Stored items:
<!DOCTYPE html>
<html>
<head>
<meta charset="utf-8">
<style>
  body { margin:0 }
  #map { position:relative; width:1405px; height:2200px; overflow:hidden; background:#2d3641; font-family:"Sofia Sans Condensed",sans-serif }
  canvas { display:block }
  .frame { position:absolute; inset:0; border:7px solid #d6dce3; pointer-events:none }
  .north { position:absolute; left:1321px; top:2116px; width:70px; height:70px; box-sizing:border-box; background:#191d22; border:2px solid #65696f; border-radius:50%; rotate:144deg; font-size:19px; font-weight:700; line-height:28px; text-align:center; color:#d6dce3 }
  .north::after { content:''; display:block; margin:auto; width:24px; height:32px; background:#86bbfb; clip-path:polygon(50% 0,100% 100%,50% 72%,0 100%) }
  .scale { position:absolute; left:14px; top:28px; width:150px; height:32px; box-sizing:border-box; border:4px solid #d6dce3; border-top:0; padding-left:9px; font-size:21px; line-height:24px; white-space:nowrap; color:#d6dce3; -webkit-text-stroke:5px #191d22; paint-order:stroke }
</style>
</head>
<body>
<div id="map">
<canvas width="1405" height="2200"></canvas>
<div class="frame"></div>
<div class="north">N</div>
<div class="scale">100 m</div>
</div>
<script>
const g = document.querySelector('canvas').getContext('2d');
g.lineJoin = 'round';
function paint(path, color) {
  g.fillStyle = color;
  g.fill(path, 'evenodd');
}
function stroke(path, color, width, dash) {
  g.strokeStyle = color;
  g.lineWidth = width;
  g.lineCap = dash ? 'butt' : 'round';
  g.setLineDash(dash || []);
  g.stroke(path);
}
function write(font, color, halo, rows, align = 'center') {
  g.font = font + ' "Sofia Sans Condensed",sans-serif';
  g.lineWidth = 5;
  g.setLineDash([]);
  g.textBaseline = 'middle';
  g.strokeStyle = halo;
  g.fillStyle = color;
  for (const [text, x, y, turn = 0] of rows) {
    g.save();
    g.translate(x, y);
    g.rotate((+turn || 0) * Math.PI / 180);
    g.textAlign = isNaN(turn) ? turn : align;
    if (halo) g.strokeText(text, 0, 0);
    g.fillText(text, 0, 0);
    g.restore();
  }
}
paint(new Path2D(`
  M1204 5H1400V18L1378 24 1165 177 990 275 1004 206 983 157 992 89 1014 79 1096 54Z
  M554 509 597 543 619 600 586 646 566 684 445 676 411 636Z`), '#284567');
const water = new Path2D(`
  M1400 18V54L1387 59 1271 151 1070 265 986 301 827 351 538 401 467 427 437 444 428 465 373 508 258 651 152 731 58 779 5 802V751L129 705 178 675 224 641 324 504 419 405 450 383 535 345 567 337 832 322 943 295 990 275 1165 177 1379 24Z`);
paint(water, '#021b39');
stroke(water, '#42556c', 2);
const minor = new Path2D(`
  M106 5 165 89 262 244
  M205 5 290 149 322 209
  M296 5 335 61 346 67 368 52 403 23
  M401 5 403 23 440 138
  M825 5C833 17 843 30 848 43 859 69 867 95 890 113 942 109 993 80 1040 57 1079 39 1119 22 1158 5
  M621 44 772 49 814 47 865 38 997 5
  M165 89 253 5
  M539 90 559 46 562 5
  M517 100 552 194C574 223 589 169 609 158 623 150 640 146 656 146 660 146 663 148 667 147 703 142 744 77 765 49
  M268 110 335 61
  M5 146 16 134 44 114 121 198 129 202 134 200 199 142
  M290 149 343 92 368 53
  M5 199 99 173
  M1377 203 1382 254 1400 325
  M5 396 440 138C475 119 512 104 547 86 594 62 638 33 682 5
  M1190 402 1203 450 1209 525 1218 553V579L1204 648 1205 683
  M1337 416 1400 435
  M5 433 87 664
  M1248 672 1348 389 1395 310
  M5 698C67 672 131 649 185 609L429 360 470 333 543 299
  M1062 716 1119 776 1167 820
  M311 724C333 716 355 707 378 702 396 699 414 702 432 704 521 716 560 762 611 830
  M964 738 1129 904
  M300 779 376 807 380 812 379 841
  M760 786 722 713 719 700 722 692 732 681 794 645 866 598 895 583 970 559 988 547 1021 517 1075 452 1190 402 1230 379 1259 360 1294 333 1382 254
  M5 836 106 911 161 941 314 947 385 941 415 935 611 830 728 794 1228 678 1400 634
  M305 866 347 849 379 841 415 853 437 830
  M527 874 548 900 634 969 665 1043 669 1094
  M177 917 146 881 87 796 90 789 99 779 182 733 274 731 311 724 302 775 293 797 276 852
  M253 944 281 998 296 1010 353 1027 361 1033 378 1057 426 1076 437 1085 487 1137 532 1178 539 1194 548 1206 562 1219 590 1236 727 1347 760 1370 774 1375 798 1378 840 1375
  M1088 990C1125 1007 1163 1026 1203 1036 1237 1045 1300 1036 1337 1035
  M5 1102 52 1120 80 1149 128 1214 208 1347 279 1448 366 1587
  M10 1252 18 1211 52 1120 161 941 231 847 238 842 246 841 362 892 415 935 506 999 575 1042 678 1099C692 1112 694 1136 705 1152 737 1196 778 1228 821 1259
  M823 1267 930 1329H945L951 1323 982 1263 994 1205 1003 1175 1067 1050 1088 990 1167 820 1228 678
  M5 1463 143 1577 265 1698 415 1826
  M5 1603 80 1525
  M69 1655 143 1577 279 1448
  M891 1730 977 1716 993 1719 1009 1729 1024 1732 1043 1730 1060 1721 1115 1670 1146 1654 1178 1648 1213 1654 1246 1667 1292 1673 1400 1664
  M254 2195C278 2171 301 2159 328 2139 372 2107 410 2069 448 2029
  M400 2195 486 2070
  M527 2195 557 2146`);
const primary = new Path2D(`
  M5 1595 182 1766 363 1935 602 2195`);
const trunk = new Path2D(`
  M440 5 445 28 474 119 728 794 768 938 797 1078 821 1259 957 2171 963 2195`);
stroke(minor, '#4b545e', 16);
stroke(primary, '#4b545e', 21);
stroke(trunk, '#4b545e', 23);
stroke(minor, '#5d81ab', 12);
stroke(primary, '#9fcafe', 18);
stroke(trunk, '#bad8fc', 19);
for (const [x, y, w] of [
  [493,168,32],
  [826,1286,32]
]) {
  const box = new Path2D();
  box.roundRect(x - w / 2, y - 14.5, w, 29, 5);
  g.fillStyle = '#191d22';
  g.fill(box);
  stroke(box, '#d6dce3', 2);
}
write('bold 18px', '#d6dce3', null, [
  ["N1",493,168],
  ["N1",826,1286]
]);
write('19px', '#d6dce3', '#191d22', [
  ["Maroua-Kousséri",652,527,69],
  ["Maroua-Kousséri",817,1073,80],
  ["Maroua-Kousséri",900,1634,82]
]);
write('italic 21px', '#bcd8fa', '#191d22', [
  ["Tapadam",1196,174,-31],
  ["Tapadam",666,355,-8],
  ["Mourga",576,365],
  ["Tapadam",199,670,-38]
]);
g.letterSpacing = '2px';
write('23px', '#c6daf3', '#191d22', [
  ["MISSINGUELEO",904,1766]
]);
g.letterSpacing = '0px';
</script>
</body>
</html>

### YOUR TASK:
Transcribe the lines above between the line holding "M527 2195 557" and the line holding "stroke(box, '#d6dce3', 2);", inclusive, exactly as they stand and with nothing added.

### COMPLETED EXERCISE:
  M527 2195 557 2146`);
const primary = new Path2D(`
  M5 1595 182 1766 363 1935 602 2195`);
const trunk = new Path2D(`
  M440 5 445 28 474 119 728 794 768 938 797 1078 821 1259 957 2171 963 2195`);
stroke(minor, '#4b545e', 16);
stroke(primary, '#4b545e', 21);
stroke(trunk, '#4b545e', 23);
stroke(minor, '#5d81ab', 12);
stroke(primary, '#9fcafe', 18);
stroke(trunk, '#bad8fc', 19);
for (const [x, y, w] of [
  [493,168,32],
  [826,1286,32]
]) {
  const box = new Path2D();
  box.roundRect(x - w / 2, y - 14.5, w, 29, 5);
  g.fillStyle = '#191d22';
  g.fill(box);
  stroke(box, '#d6dce3', 2);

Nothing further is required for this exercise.